Stored items
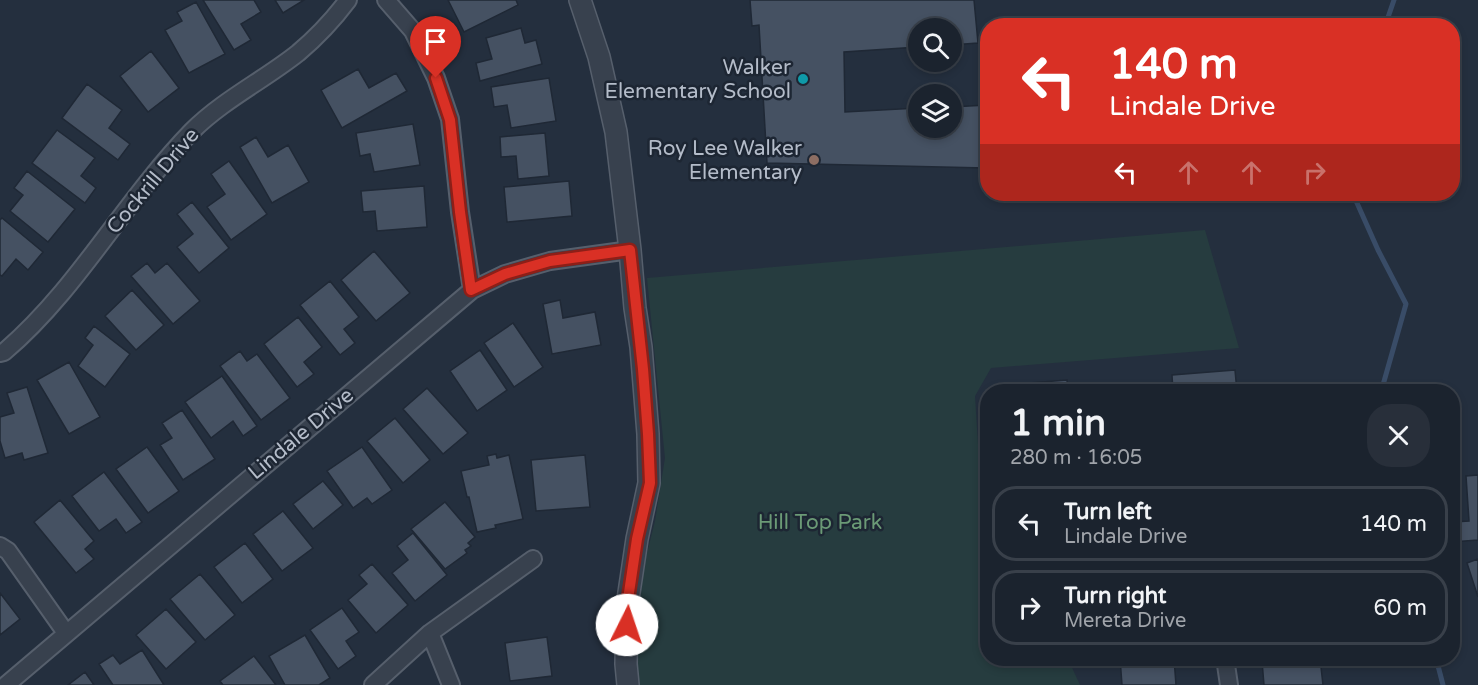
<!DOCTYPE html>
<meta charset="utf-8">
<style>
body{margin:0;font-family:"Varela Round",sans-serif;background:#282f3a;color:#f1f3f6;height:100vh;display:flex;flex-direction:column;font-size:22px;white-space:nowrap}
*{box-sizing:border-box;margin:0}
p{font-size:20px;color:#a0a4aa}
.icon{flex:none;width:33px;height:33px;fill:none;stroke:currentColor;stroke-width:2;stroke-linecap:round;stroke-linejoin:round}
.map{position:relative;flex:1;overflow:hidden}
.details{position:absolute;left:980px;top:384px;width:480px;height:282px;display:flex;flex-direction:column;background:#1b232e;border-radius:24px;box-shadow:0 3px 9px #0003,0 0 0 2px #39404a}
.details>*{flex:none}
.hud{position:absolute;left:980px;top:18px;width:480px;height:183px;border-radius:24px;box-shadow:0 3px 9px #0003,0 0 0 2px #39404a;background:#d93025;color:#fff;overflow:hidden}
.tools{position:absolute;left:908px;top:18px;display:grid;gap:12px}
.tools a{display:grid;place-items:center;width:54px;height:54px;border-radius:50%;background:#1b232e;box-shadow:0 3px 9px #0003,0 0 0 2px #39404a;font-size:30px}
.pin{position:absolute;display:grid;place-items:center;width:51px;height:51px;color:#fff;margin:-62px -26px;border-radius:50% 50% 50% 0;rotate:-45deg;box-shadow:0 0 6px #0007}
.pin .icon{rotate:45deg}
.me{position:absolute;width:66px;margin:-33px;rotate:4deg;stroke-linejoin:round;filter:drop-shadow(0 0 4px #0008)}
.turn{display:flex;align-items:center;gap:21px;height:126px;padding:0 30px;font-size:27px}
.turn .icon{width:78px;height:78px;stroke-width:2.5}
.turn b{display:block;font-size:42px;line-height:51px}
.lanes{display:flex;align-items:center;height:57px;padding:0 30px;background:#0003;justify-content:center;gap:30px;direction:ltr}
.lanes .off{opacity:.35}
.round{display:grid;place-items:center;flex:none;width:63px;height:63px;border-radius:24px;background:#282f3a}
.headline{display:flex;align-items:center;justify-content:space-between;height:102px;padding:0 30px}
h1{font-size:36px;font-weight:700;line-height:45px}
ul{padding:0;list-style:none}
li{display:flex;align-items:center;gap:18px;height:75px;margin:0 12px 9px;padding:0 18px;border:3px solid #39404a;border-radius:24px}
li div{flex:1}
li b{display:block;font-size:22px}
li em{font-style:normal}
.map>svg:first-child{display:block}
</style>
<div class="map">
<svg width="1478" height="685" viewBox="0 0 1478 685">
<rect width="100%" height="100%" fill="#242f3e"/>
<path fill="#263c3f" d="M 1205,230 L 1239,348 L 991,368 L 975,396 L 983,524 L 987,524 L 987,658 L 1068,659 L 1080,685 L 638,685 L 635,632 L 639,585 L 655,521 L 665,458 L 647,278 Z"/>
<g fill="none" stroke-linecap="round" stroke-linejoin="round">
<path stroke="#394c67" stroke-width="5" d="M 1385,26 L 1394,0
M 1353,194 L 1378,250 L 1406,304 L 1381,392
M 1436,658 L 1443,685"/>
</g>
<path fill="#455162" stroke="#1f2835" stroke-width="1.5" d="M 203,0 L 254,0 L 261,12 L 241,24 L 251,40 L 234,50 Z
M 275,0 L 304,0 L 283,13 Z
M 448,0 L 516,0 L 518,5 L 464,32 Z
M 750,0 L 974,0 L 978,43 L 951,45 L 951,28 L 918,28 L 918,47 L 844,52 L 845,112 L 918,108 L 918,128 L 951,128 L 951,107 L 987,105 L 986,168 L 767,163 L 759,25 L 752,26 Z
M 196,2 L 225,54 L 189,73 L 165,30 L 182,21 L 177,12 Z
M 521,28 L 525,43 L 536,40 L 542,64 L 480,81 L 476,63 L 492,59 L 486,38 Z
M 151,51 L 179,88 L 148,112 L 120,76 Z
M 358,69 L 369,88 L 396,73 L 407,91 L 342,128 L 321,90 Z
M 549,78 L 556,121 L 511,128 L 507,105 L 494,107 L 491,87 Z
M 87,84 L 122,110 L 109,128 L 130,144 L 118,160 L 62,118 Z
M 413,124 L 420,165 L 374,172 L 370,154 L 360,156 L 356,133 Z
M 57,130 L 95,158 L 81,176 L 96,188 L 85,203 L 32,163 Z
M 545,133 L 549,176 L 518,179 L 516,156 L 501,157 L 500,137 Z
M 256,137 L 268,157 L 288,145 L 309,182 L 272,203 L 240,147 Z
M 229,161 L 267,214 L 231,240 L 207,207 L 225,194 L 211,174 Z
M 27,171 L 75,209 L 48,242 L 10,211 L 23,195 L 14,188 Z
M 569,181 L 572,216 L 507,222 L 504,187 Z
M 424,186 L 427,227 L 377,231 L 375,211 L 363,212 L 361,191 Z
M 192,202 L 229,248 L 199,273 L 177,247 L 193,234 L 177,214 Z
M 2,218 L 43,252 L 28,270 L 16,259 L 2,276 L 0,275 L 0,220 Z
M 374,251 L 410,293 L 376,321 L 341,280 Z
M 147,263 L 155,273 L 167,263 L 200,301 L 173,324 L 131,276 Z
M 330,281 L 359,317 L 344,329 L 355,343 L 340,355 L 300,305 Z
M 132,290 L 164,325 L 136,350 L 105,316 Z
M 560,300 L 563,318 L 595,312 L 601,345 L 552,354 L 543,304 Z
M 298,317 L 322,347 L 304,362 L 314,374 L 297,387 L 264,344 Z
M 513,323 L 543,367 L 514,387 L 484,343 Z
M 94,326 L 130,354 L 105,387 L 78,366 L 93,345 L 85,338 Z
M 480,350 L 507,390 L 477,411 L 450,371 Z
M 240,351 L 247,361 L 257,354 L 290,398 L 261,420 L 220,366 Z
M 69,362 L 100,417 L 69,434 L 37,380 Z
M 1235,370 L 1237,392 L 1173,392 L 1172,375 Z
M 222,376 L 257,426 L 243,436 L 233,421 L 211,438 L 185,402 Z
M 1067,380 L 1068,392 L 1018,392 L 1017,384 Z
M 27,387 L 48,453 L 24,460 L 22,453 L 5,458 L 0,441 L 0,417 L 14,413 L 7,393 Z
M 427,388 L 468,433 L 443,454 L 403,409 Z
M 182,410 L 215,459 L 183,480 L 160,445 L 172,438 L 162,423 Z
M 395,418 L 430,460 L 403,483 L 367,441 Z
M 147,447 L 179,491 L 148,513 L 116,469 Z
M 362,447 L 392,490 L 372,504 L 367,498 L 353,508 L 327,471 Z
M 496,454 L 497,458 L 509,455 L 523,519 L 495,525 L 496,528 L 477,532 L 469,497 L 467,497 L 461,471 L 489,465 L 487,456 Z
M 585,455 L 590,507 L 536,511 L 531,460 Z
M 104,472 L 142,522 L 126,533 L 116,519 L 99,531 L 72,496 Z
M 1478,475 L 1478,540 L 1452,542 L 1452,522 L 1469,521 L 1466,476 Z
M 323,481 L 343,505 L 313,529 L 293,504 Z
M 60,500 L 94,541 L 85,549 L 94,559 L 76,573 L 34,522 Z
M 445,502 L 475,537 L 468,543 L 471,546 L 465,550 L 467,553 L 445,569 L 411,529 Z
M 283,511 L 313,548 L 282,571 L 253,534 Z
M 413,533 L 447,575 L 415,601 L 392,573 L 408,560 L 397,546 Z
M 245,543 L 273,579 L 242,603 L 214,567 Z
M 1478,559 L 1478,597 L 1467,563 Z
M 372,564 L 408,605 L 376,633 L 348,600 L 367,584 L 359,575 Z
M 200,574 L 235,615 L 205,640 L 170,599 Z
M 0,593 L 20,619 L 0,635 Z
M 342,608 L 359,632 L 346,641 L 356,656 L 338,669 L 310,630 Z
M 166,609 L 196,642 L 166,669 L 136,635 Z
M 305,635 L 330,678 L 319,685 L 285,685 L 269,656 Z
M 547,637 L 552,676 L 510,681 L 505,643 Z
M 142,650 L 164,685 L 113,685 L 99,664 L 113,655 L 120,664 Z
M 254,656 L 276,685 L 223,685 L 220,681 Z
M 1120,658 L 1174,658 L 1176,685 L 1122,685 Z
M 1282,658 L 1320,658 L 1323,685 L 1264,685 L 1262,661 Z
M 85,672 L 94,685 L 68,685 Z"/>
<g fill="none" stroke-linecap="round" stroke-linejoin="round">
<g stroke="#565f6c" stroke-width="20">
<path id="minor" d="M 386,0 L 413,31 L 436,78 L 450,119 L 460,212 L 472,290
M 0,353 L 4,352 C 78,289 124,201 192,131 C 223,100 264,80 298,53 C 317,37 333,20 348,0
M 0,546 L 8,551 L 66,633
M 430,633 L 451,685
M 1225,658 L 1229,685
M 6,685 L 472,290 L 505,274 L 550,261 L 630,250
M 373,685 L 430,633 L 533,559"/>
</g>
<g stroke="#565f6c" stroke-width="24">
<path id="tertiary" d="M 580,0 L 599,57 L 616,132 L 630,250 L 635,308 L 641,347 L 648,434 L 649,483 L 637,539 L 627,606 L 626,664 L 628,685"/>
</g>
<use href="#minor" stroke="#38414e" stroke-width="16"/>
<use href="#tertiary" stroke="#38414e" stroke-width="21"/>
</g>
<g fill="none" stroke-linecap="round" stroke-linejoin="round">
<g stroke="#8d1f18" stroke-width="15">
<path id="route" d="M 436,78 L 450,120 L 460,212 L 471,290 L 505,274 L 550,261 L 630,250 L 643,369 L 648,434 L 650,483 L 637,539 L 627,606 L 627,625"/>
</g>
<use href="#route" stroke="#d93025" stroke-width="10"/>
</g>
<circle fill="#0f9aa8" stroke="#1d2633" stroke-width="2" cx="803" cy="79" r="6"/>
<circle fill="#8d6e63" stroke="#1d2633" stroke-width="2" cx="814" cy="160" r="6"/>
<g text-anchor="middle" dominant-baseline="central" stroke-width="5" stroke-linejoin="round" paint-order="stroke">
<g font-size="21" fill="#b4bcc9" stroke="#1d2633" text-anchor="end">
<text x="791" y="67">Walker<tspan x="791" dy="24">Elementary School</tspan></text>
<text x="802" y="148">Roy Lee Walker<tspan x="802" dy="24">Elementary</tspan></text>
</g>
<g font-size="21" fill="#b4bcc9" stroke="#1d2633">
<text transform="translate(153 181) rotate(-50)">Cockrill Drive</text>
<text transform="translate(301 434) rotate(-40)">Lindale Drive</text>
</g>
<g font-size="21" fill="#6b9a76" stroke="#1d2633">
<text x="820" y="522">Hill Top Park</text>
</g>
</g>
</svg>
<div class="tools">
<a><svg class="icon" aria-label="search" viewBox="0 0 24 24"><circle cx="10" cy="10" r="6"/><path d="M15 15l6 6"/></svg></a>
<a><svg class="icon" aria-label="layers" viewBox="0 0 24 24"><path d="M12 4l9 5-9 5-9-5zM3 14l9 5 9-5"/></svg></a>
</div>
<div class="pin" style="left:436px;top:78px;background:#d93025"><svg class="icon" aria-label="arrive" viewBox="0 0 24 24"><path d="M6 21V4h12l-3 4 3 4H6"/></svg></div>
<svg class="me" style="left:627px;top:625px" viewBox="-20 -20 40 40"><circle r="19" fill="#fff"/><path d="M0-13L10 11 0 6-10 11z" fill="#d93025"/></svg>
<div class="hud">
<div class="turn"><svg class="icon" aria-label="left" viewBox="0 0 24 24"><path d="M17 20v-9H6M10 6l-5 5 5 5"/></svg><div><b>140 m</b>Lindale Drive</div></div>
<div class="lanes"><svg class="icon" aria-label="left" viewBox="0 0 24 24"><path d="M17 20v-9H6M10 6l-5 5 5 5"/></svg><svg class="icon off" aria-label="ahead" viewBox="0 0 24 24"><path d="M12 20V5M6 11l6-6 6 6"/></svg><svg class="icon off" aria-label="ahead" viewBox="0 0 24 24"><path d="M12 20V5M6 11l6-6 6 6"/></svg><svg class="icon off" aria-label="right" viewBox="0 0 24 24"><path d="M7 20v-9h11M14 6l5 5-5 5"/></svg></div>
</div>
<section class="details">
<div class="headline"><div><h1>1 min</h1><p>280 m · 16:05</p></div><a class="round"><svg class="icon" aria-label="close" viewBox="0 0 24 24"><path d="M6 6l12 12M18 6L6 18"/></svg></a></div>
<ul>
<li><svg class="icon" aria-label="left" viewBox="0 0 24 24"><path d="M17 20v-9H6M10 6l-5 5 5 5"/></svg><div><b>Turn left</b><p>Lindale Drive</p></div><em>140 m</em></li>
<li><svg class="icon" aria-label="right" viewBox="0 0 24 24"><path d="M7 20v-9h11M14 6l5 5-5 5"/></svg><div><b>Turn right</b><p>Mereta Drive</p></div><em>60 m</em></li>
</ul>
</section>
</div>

Task to complete: For the word "hidden", go through the records and show each line that carries it.

Output:
.map{position:relative;flex:1;overflow:hidden}
.hud{position:absolute;left:980px;top:18px;width:480px;height:183px;border-radius:24px;box-shadow:0 3px 9px #0003,0 0 0 2px #39404a;background:#d93025;color:#fff;overflow:hidden}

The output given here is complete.